Dataset entries
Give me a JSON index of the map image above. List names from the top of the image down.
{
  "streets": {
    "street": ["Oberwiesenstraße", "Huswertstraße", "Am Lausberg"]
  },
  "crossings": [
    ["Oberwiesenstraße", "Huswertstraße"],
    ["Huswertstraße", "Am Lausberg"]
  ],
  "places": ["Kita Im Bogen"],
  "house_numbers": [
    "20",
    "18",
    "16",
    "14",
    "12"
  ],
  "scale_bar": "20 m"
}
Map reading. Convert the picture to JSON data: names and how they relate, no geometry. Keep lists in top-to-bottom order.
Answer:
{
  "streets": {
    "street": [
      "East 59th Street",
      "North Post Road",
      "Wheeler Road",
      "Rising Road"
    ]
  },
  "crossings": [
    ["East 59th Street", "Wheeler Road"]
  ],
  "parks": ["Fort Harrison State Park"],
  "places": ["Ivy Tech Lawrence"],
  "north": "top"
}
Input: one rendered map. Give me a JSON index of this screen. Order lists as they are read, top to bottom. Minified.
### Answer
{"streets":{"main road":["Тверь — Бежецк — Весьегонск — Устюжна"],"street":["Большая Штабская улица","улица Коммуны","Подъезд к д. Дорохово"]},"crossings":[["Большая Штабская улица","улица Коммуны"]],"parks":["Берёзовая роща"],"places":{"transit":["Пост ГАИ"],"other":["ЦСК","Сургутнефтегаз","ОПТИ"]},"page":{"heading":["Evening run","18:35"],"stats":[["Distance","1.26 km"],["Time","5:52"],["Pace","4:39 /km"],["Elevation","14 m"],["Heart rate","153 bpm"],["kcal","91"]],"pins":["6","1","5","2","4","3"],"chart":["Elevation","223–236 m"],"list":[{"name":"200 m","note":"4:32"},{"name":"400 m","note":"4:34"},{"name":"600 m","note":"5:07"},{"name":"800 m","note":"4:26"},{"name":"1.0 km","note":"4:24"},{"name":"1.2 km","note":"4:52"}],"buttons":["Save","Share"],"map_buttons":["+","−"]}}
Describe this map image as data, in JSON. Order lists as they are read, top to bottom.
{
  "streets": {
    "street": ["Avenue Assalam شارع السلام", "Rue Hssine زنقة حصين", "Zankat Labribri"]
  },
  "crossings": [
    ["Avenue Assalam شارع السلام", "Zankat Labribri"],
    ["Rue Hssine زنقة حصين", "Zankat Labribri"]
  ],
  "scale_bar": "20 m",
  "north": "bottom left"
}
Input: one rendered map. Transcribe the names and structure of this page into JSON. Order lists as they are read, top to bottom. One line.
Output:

Prompt - The lines to copy are those above that contain the string "Input".

Solved exercise -
Input: one rendered map. Give me a JSON index of this screen. Order lists as they are read, top to bottom. Minified.
Input: one rendered map. Transcribe the names and structure of this page into JSON. Order lists as they are read, top to bottom. One line.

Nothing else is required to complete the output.